I did not realise how a table can soak up the people who sat at it, can eat up all of the events that surrounded it, and then release them all again like a battery. I was going to say I hadn’t realised this happens until just about now, a couple of days ago.
But what I really realised this week was that every time I think of Shirley Rubinstein and Alan Plater, I think of them at a particular table. It was a dinner table, longer than it was wide, and I ate with them at it many times, but we also just talked there a lot.
Alan died in 2010 and when Shirley died in 2017 and I was at the funeral, I was standing by that table when I asked to go see Alan’s office one last time. That was a tremendous space, you’d love it: just saying that makes it sound large and I don’t mean that, I mean it was perfect. Somehow a split-level office, with Alan writing in the lower part, Shirley working in the upper. You had to go through Shirley’s bit to step down into Alan’s and even visiting it, it felt like climbing down into a nest.
Just stepping down into it, you felt ready to write.
That split level office must surely still be there, though I’ve no idea who lives in that house now or what they may have done with the office.
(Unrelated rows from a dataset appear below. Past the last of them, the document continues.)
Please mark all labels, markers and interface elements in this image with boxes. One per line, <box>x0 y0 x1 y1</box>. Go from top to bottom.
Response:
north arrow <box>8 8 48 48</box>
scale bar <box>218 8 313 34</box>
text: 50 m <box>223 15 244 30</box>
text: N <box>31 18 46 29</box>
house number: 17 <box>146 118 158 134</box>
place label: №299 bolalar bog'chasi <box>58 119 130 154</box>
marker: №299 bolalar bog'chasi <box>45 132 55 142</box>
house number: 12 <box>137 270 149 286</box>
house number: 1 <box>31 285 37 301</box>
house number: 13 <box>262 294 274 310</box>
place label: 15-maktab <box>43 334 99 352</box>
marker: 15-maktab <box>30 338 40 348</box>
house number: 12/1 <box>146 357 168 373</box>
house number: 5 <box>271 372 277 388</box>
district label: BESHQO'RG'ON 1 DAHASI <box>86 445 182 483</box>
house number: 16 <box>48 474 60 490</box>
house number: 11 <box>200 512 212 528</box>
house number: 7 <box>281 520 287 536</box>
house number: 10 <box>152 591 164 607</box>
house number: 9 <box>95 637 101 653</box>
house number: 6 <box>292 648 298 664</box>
But the split-level part, that has to still be there.
Whereas I thought the table was gone forever.
Earlier this week, though, I was at a school and by more chance and social media algorithms than I’d have thought possible, an old friend found out I was going. And that I would therefore be about 15 minutes away from this woman I hadn’t seen in so long. Hadn’t seen since Shirley’s funeral in 2017.
I might even forgive Facebook’s machinations for how it meant I ended up having a great time with her. But throughout the afternoon, as deep into conversation and tea as I was, there was also this.
She now has Alan and Shirley’s table.
I choked when she told me.
I stroked it, actually stroked it. And absolutely had to sit at the same spot I used to.
Days later, telling you, I’m actually teary.